1522. Is there a practice to hold the marriage ceremony of a widow by the oven?


I sometimes stand near a vent when circulation is urgent

Or a breeze is needed



I’d like giant waves to come along more often

And upend without any reassurances



The community. Point me in the opposite direction.

Like when a sparrow lands on the shoulder of a poor girl



With no prospects and then she’s President

That sparrow is an actor



Who embodies desire

And nullifies the question of belief



1449. What is the attitude toward a family in which there are apostates?


We all have uncircumcised
Hearts, undocumented aunts.
Our seals are a little bit
Broken, we spoil fast.

The kids fervently wave their
Birthright. Birds land where
They like. We long to renounce
A god; we flutter toward light.

We go where the miracles are
And yes we are easily taken in.
Sometimes a stranger heals,
Has an ethos. Yes

It sometimes happens
That one runs away only
To come running back
With his love in a sack

And an inward gaze, but
Other times one goes for good,
Settles in profane places.

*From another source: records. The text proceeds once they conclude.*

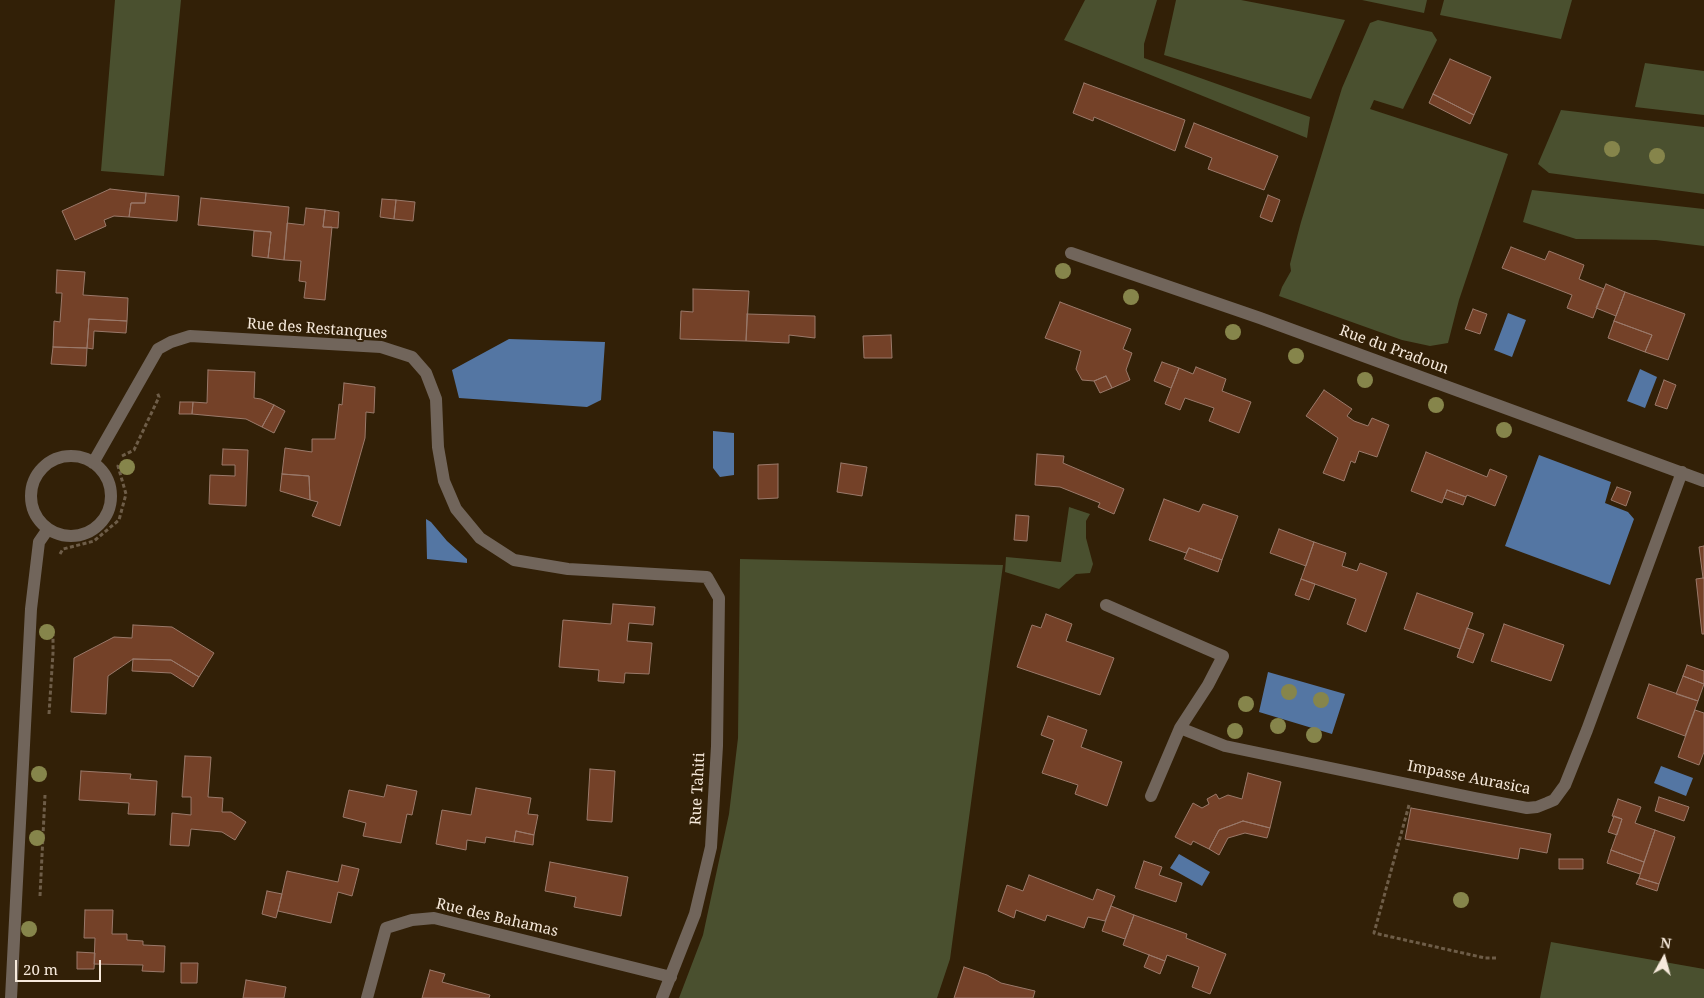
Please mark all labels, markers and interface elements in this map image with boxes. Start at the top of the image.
street label: Rue des Restanques [246,315,388,343]
street label: Rue du Pradoun [1337,322,1451,378]
street label: Rue Tahiti [687,752,709,826]
street label: Impasse Aurasica [1406,757,1532,799]
street label: Rue des Bahamas [434,895,560,941]
north arrow [1639,933,1689,983]
text: N [1659,933,1673,953]
scale bar [18,950,104,982]
text: 20 m [23,959,58,979]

It’s fine
With me, though I don’t say so.



1590. Does it ever happen that an old man takes his own life?


The country is cruel
And he failed
The small animals

He looked for ethics
In rock gardens
He converted and later

Converted back
Had to face
The same animals

He conversed only
With people he
Used to know

They understand
How his mind recurs
How it returned

How stupid and stubborn
He is but also
How charming

Some of the people
He used to know say
“I used to know this guy

Who suffered as much
As he was blessed.”
They threw books

At him and he fell
To the ground
Apologizing




1638. Which illnesses are considered disgusting?

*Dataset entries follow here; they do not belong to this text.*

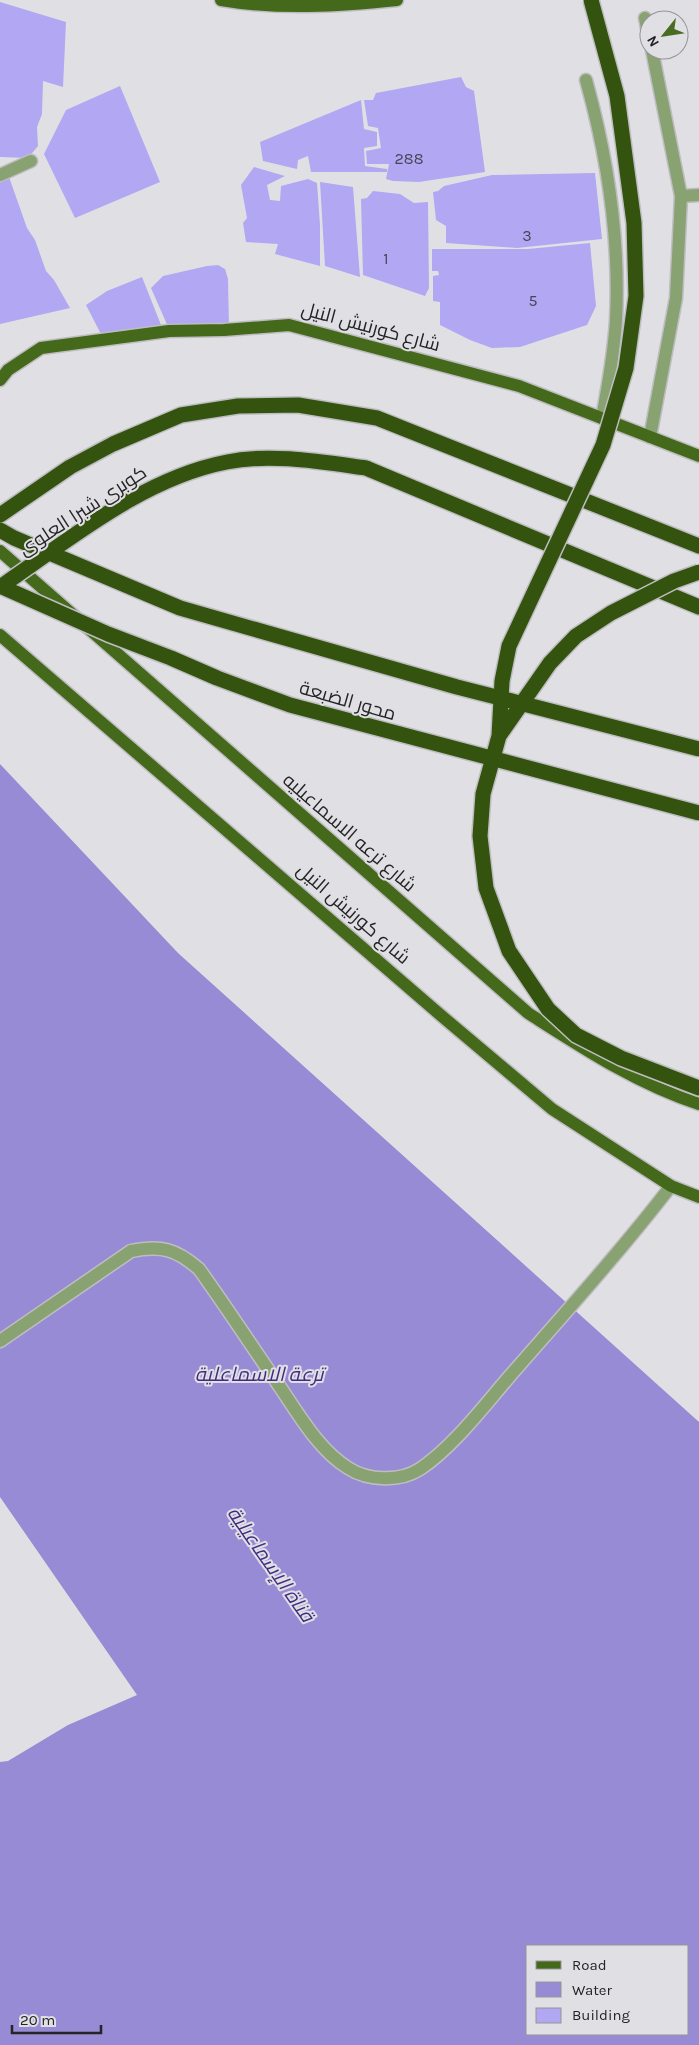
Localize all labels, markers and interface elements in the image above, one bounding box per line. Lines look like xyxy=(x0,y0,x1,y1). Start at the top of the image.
north arrow xyxy=(639,10,689,60)
text: N xyxy=(643,33,663,50)
house number: 288 xyxy=(395,149,423,168)
house number: 3 xyxy=(522,226,532,245)
house number: 1 xyxy=(383,249,389,268)
house number: 5 xyxy=(528,291,538,310)
street label: شارع كورنيش النيل xyxy=(298,298,443,358)
street label: كوبرى شبرا العلوى xyxy=(14,461,151,560)
street label: محور الضبعة xyxy=(297,677,399,725)
street label: شارع ترعه الاسماعيليه xyxy=(277,769,421,898)
street label: شارع كورنيش النيل xyxy=(291,859,414,970)
water label: ترعة الاسماعلية xyxy=(195,1363,327,1386)
water label: قناة الإسماعيلية xyxy=(222,1502,320,1628)
legend xyxy=(526,1945,689,2035)
text: Road xyxy=(572,1956,607,1974)
text: Water xyxy=(572,1981,613,1999)
scale bar xyxy=(12,2002,101,2034)
text: Building xyxy=(572,2006,630,2024)
text: 20 m xyxy=(20,2011,55,2029)

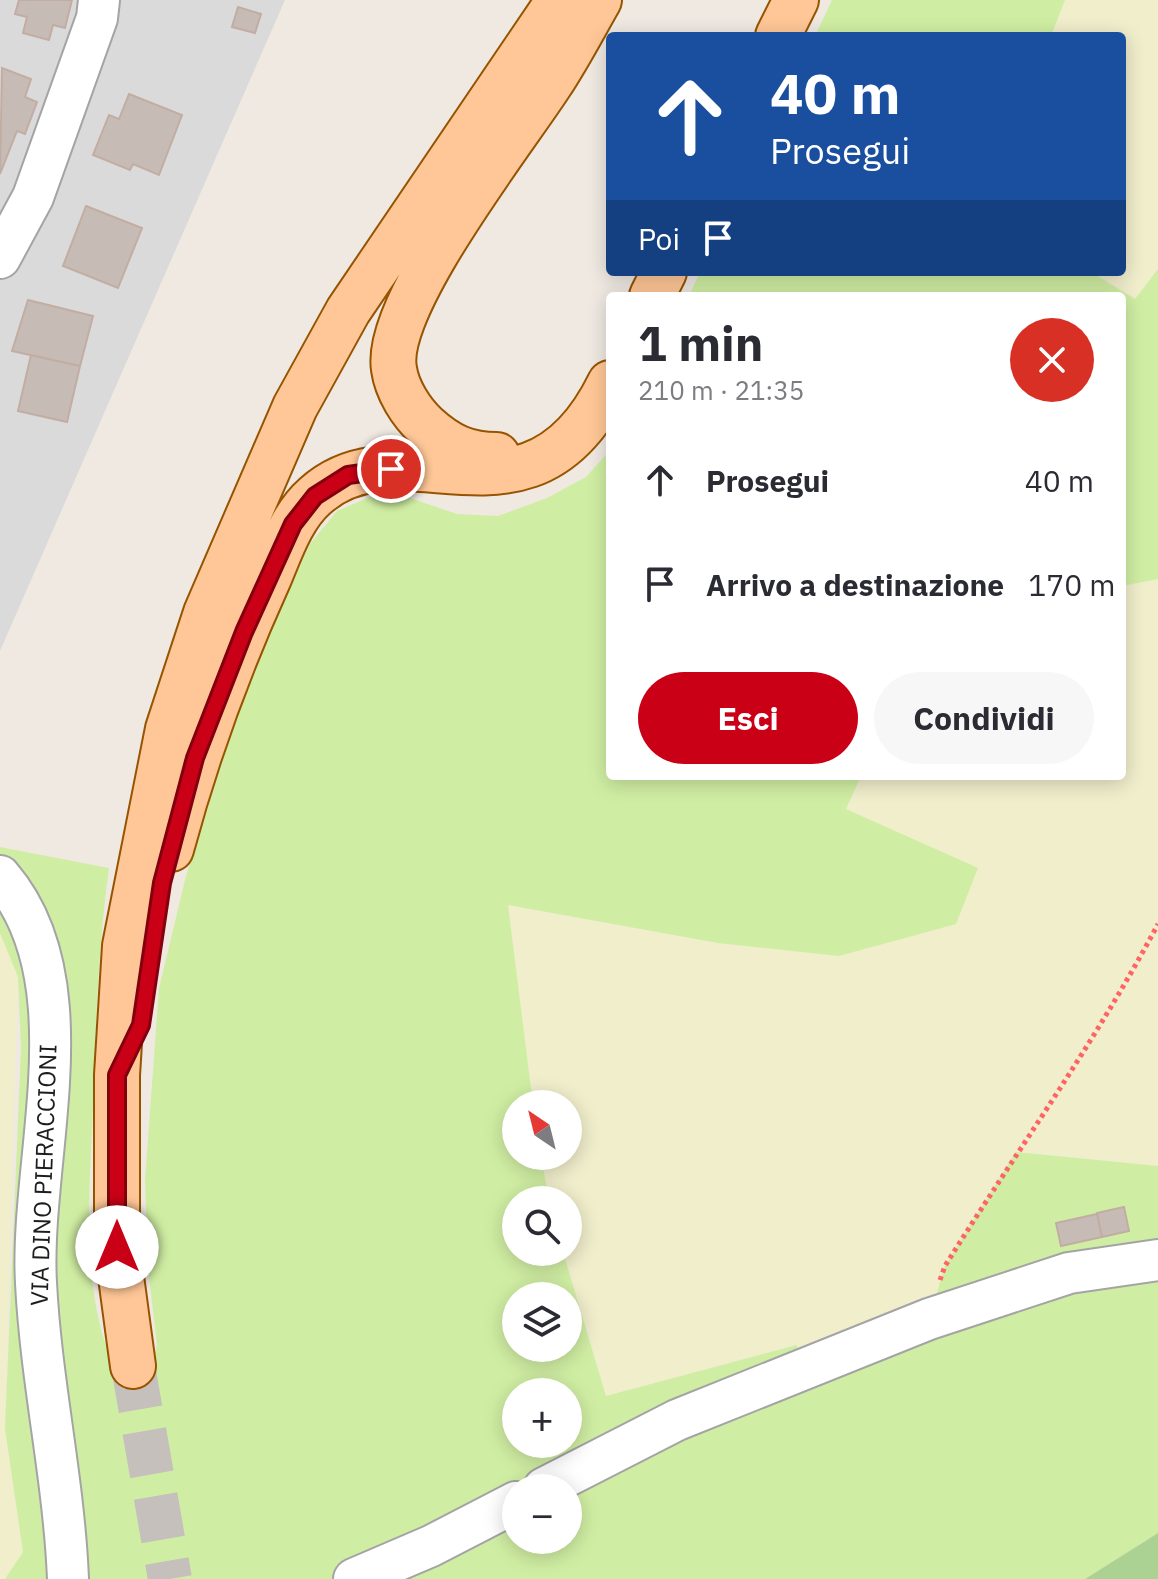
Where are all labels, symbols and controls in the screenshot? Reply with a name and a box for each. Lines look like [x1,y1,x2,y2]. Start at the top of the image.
text: 40 m [770,57,900,129]
icon: ahead [638,64,742,168]
text: Prosegui [770,127,910,174]
icon: arrive [696,216,740,260]
text: Poi [638,219,680,258]
text: 1 min [638,312,763,374]
button: close [1010,318,1094,402]
text: 210 m · 21:35 [638,373,804,407]
pin [357,435,425,503]
icon: arrive [369,447,413,491]
icon: ahead [638,458,682,502]
text: Prosegui [706,461,829,500]
text: 40 m [1025,461,1094,500]
icon: arrive [638,562,682,606]
text: Arrivo a destinazione [706,565,1004,604]
text: 170 m [1028,565,1115,604]
button: Esci [638,672,858,764]
button: Condividi [874,672,1094,764]
street label: VIA DINO PIERACCIONI [22,1044,64,1306]
north arrow [502,1090,582,1170]
map controls [502,1090,582,1554]
button: search [502,1186,582,1266]
position arrow [75,1205,159,1289]
button: layers [502,1282,582,1362]
button: + [502,1378,582,1458]
button: − [502,1474,582,1554]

Those that cause an itch or an odor

Or worse – a sound:




Sounds like a battlefield.

Someone’s bleeding out.



*



It’s not the blood but the hole

That’s disgusting

It’s not the blindness but

The lost eye



I can’t stop looking at

Those missing parts saying

You’re sick, you’re sick

Those scars are

The inside of God



*



I can’t stop feeling that rotten

Foreign object

They’ve inserted

To siphon something out

Or pipe it in



*



Sudden weight loss reminds us of a blighted tree

A rash evokes the work of bugs and worms

Tremors are associated with gross uncertainty

The confusion and imbalance of children



*



When an organ is reduced to a pathetic animal

Or when it’s engorged as a happy bug

When there’s any discoloration or tenderness,

From blockage or leak, explosion or exposure

When something washes up wrong on the shore

Like a bloated or a shriveled fish

We try to throw it back in the water




Between 1912 and 1914, the Yiddish and Russian writer and ethnographer known as S. An-sky developed a massive questionnaire he hoped to disseminate among Jews living in the Russian Pale of Settlement. The document included over 2,000 questions, covering every aspect of life from pre-conception to post-mortem. No responses to the questionnaire were ever collected because World War I and then a heart attack cut An-sky’s work and life short, but the collection of unanswered questions is widely considered to be one of the most significant contributions to our understanding of Jewish life in the Russian Empire. The scholar Nathaniel Deutsch translated the entire questionnaire from Yiddish into English and discussed its significance in his 2011 book The Jewish Dark Continent. The titles of the following poems are An-sky’s questions, as translated by Deutsch.



Lesley Yalen lives in Northampton, Massachusetts, and works at the Yiddish Book Center. Her book of poems The Hearts of Vikings was published by Natural History Press in 2015.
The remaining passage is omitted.